_Description of the task_:
Where the string "Asturies" occurs in a line of the data below, that line should be copied.

_Data in this exercise_:
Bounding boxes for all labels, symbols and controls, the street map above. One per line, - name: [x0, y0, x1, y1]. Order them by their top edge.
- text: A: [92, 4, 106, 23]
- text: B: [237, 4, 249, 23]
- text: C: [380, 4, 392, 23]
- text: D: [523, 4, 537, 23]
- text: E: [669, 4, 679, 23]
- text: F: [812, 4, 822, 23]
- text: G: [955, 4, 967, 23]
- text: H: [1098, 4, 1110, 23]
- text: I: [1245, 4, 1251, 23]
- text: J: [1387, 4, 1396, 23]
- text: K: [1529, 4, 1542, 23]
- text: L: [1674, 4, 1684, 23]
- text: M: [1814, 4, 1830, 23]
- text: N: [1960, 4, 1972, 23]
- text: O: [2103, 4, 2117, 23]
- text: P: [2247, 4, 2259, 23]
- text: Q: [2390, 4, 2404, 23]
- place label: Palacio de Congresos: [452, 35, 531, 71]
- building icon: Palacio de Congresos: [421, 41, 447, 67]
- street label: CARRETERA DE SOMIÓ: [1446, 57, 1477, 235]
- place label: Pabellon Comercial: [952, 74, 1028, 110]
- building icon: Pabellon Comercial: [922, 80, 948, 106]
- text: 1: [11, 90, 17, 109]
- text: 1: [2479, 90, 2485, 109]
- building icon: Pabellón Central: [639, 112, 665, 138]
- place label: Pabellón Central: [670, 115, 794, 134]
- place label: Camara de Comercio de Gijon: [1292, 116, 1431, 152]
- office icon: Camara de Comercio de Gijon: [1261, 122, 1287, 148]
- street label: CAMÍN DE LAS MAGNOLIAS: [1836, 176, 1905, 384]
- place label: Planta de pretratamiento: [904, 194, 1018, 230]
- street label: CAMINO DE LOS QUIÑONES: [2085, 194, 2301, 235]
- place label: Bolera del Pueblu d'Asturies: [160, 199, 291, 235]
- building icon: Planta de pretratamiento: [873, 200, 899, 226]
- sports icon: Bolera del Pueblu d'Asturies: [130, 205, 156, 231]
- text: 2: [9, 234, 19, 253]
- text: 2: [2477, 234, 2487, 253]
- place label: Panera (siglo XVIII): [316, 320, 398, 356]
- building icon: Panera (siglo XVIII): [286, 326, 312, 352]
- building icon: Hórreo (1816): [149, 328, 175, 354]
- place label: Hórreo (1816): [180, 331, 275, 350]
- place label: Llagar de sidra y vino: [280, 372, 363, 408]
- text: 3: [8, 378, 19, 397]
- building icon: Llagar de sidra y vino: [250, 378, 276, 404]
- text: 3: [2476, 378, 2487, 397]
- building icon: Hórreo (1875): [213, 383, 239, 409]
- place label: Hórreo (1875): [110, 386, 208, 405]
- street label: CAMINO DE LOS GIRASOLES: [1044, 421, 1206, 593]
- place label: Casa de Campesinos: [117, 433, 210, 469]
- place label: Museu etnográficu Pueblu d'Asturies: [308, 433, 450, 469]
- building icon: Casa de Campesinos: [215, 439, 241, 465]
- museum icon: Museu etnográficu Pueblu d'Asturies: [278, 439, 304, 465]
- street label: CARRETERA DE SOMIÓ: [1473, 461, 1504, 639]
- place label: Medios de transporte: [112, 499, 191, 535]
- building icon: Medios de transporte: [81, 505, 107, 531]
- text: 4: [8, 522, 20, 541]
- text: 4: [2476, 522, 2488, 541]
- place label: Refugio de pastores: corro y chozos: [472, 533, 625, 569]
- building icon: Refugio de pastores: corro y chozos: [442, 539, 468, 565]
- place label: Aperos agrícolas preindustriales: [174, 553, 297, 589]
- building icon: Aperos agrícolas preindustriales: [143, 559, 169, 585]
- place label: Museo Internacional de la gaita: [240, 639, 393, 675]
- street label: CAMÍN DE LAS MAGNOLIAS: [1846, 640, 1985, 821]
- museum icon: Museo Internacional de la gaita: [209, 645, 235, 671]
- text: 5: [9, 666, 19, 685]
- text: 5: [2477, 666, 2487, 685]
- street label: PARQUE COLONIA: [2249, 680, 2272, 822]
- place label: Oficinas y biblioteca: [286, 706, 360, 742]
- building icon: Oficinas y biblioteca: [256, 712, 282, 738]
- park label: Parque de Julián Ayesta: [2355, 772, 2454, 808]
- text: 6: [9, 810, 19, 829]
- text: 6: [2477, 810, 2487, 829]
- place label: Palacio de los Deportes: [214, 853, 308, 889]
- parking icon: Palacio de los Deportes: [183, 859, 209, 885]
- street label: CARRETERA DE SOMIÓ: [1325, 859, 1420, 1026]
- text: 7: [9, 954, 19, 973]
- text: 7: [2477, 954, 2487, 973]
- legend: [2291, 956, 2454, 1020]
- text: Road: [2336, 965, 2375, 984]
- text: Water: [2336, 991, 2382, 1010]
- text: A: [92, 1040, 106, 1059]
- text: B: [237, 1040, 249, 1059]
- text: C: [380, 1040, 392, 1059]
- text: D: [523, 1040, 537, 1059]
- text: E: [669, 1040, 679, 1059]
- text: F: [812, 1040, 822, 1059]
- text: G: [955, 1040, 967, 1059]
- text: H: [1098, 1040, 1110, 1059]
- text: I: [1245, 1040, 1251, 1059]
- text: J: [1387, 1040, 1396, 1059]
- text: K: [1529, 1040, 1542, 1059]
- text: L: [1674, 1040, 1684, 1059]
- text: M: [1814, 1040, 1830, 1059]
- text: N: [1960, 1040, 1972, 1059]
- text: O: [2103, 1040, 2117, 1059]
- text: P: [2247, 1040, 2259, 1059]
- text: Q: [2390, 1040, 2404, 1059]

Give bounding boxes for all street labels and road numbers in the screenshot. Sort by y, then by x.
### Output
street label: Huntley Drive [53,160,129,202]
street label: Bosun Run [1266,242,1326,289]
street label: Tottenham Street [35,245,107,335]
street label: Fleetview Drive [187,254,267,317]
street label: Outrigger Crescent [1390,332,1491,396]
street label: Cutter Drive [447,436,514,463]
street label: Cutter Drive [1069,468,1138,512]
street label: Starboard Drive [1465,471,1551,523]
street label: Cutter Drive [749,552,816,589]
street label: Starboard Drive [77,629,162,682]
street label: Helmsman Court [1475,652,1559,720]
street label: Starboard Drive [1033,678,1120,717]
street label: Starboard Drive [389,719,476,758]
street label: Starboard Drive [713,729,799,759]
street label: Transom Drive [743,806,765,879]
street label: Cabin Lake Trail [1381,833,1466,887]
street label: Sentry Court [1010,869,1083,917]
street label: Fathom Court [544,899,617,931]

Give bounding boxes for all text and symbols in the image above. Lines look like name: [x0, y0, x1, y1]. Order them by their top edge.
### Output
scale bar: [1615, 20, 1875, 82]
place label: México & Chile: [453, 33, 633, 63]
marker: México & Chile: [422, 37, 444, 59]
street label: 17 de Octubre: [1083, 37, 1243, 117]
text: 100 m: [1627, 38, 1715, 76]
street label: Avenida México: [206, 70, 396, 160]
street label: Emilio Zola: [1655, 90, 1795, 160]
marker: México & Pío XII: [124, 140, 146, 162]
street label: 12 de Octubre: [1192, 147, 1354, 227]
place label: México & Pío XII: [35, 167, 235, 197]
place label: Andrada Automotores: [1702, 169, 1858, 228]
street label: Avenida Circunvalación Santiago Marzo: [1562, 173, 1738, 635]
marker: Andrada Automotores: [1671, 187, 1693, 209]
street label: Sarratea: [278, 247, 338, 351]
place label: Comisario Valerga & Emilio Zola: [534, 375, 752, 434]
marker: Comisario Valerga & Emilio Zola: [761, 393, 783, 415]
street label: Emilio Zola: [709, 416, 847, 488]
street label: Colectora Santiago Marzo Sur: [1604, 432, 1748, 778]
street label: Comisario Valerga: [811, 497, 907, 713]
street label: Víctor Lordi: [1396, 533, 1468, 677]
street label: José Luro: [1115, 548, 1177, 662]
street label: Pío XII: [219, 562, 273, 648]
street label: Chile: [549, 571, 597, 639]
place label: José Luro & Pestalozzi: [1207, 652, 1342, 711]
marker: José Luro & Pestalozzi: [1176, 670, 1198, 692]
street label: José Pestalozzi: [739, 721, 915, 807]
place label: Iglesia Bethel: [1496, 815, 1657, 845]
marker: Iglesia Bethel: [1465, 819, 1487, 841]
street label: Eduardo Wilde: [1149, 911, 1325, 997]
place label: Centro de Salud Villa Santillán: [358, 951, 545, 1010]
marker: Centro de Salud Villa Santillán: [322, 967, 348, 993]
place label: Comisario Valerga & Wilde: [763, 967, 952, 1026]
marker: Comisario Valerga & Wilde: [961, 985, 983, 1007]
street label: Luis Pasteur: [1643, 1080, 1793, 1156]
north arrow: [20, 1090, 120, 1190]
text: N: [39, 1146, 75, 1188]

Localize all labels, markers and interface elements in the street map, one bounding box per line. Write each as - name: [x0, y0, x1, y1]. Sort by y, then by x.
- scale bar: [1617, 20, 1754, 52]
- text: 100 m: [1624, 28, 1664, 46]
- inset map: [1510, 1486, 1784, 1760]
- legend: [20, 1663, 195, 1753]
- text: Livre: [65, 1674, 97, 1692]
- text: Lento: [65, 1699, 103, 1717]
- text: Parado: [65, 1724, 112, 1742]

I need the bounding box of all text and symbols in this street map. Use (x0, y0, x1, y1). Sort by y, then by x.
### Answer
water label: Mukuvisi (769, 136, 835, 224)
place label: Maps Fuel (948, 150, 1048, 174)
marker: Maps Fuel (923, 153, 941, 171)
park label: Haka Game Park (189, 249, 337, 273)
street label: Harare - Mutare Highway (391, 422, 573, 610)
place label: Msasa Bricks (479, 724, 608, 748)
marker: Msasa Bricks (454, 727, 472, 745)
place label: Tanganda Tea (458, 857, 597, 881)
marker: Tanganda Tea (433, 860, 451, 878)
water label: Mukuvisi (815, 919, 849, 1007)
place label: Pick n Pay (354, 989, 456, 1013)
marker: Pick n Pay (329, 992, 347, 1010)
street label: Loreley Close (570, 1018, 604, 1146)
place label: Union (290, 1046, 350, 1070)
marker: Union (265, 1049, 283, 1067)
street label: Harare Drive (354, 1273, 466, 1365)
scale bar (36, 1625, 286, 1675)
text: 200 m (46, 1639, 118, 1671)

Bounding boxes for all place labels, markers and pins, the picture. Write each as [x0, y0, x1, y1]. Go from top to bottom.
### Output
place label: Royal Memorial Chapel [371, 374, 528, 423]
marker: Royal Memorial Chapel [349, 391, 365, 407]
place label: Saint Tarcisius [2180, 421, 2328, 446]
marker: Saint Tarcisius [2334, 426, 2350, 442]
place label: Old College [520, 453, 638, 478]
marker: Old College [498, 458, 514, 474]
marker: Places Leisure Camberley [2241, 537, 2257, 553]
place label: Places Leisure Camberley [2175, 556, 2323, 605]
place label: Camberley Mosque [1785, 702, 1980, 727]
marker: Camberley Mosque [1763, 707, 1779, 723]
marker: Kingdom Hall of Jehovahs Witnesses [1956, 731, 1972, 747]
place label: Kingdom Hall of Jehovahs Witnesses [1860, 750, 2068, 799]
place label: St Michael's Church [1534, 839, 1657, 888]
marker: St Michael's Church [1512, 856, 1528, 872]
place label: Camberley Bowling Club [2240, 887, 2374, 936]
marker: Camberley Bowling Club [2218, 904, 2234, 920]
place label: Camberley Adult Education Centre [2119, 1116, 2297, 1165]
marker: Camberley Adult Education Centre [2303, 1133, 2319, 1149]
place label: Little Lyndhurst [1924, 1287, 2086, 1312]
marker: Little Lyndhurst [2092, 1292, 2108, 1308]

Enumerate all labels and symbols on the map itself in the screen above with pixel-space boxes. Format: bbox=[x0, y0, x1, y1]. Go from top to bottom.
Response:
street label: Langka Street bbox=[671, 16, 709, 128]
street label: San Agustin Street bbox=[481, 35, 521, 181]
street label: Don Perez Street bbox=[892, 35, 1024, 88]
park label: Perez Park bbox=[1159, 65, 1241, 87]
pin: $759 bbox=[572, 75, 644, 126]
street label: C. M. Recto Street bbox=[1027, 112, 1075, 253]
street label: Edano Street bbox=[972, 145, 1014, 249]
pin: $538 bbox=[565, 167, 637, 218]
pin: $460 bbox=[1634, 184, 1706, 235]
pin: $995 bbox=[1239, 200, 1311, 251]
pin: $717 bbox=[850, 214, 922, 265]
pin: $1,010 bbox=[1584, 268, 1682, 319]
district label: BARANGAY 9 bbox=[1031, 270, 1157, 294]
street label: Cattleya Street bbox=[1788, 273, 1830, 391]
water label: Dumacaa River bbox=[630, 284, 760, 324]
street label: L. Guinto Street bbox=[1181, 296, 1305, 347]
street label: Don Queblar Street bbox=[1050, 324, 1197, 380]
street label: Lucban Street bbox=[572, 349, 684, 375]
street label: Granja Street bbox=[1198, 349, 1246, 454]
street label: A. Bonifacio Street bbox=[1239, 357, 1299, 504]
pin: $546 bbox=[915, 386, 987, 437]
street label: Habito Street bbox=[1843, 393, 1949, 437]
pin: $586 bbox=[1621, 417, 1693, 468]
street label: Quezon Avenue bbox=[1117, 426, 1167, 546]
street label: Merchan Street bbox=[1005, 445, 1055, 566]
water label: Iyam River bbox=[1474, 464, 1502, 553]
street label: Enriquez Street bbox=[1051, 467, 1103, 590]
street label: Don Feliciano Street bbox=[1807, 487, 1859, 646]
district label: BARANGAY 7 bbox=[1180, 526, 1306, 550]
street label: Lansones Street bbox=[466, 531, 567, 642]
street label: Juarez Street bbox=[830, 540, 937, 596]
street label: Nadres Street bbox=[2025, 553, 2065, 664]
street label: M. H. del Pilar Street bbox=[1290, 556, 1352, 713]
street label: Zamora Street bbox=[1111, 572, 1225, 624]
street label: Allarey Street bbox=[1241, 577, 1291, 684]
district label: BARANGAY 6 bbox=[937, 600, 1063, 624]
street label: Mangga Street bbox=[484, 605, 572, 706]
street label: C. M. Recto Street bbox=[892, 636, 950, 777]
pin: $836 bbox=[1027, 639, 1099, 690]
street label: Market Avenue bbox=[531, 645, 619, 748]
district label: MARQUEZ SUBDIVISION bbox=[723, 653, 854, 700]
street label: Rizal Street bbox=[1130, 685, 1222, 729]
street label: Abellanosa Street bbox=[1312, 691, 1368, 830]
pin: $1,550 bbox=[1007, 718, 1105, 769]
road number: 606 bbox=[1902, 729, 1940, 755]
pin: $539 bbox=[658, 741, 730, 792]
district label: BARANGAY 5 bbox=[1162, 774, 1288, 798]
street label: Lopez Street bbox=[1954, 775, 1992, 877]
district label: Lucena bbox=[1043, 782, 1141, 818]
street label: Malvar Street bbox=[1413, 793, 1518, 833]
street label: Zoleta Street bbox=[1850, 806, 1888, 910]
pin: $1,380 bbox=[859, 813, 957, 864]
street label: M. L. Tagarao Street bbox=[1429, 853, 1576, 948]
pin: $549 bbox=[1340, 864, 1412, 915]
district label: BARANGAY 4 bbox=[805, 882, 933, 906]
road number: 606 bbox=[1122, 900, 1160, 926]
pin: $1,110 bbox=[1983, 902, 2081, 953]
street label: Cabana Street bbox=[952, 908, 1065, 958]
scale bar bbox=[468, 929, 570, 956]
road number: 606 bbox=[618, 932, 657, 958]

_Response to the task_:
- place label: Bolera del Pueblu d'Asturies: [160, 199, 291, 235]
- sports icon: Bolera del Pueblu d'Asturies: [130, 205, 156, 231]
- place label: Museu etnográficu Pueblu d'Asturies: [308, 433, 450, 469]
- museum icon: Museu etnográficu Pueblu d'Asturies: [278, 439, 304, 465]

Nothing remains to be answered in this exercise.